== Assignment ==
Write only the number of lines in the entries that hold the string "turn".

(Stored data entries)
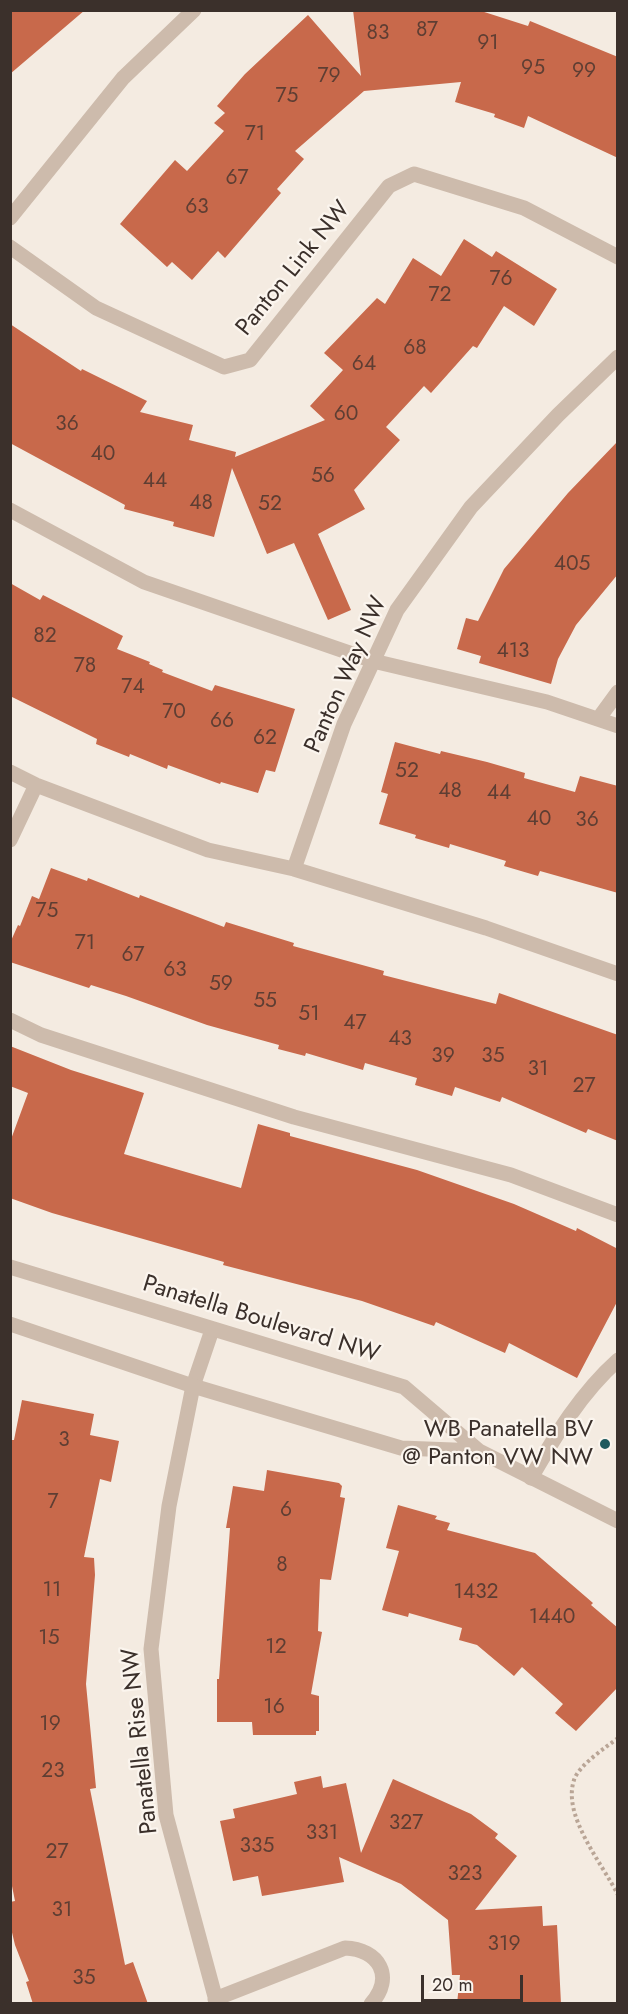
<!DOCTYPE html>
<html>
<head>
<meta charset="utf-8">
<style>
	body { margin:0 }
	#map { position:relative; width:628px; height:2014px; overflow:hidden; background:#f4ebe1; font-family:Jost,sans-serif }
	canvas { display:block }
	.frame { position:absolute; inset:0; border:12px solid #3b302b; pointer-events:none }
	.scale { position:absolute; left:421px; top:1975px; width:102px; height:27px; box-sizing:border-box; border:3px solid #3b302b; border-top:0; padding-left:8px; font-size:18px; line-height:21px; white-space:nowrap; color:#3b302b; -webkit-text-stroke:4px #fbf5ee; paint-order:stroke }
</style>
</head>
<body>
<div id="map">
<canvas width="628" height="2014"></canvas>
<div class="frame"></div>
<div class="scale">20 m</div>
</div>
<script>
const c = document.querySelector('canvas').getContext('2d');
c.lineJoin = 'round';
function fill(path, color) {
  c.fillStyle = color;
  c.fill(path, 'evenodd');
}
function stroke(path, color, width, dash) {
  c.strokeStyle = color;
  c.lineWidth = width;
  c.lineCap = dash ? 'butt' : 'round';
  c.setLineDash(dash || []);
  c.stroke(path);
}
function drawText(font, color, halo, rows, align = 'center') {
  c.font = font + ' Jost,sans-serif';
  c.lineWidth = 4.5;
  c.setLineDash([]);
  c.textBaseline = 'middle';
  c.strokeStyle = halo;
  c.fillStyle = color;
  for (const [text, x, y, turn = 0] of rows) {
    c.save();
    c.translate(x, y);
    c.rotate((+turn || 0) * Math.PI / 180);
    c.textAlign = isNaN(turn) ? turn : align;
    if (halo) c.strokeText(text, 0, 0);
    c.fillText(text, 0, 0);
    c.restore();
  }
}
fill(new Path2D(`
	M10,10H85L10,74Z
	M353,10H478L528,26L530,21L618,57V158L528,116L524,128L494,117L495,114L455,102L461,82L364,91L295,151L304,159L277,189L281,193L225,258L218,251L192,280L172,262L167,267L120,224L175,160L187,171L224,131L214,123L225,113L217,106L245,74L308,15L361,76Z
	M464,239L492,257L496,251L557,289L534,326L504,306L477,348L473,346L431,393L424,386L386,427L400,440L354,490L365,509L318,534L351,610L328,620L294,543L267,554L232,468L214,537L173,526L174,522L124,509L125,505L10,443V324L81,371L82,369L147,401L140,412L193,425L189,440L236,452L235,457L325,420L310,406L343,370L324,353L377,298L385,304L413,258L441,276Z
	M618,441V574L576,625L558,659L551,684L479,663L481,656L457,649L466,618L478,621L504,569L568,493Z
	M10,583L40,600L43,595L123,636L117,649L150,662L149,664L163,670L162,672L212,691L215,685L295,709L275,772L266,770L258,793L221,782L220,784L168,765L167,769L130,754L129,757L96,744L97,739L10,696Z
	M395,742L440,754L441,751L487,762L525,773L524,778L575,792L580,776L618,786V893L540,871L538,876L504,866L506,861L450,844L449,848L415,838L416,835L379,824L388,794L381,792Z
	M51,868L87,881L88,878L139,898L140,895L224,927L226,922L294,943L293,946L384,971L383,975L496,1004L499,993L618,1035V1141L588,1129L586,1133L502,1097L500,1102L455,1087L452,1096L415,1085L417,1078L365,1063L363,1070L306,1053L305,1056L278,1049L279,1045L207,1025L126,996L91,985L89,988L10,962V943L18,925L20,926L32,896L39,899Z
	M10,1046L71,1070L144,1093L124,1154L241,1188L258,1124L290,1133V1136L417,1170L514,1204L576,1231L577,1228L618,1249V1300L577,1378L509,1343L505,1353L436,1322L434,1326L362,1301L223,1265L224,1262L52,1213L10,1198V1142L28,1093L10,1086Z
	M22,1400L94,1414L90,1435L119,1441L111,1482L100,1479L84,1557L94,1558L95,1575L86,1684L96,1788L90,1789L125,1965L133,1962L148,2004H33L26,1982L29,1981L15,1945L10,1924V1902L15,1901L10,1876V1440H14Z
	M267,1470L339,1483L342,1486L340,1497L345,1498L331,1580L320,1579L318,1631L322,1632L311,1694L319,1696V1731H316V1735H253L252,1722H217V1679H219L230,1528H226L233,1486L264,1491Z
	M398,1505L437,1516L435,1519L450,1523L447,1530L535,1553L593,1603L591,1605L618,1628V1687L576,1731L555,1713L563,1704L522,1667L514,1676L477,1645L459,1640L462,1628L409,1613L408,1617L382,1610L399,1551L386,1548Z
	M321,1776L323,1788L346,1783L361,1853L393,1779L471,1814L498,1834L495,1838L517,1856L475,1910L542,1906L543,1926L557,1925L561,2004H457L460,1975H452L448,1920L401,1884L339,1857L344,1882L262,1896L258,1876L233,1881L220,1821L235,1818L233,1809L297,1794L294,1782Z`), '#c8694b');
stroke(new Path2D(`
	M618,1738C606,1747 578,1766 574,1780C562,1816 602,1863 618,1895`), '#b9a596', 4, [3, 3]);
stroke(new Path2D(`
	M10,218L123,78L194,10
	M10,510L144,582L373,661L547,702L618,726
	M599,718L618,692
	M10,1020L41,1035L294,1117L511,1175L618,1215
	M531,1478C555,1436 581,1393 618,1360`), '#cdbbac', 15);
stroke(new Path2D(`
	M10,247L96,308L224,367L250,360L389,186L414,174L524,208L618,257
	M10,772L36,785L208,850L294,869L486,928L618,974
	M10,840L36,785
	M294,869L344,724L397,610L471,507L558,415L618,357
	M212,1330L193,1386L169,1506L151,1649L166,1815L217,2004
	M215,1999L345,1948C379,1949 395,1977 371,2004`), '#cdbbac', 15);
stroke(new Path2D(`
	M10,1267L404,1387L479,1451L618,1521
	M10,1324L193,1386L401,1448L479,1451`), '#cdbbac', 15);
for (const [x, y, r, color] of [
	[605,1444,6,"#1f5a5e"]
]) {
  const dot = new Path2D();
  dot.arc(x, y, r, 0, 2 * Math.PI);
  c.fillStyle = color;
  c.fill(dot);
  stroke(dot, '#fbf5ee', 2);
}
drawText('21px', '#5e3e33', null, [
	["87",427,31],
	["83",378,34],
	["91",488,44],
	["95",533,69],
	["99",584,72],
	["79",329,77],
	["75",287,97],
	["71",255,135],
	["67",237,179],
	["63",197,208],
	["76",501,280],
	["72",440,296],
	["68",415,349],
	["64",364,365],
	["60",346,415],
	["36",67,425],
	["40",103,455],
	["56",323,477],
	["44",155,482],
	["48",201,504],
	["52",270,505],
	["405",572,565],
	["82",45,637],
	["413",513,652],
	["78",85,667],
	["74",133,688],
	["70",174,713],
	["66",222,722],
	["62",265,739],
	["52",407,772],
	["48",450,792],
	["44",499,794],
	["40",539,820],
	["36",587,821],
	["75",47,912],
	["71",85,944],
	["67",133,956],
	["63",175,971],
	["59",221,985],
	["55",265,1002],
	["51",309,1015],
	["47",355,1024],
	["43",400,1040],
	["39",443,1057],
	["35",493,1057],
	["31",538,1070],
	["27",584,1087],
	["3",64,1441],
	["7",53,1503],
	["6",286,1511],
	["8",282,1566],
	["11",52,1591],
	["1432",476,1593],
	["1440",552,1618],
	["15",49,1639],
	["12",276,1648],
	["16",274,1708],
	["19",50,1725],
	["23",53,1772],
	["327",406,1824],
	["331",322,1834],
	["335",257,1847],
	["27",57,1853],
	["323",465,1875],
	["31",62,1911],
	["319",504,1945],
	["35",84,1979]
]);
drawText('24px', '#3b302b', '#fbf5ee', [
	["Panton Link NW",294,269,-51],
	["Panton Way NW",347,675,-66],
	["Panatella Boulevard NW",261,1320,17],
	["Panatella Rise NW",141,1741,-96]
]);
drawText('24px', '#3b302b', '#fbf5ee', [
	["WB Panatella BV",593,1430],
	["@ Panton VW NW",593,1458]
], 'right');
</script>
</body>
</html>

== Expected answer ==
3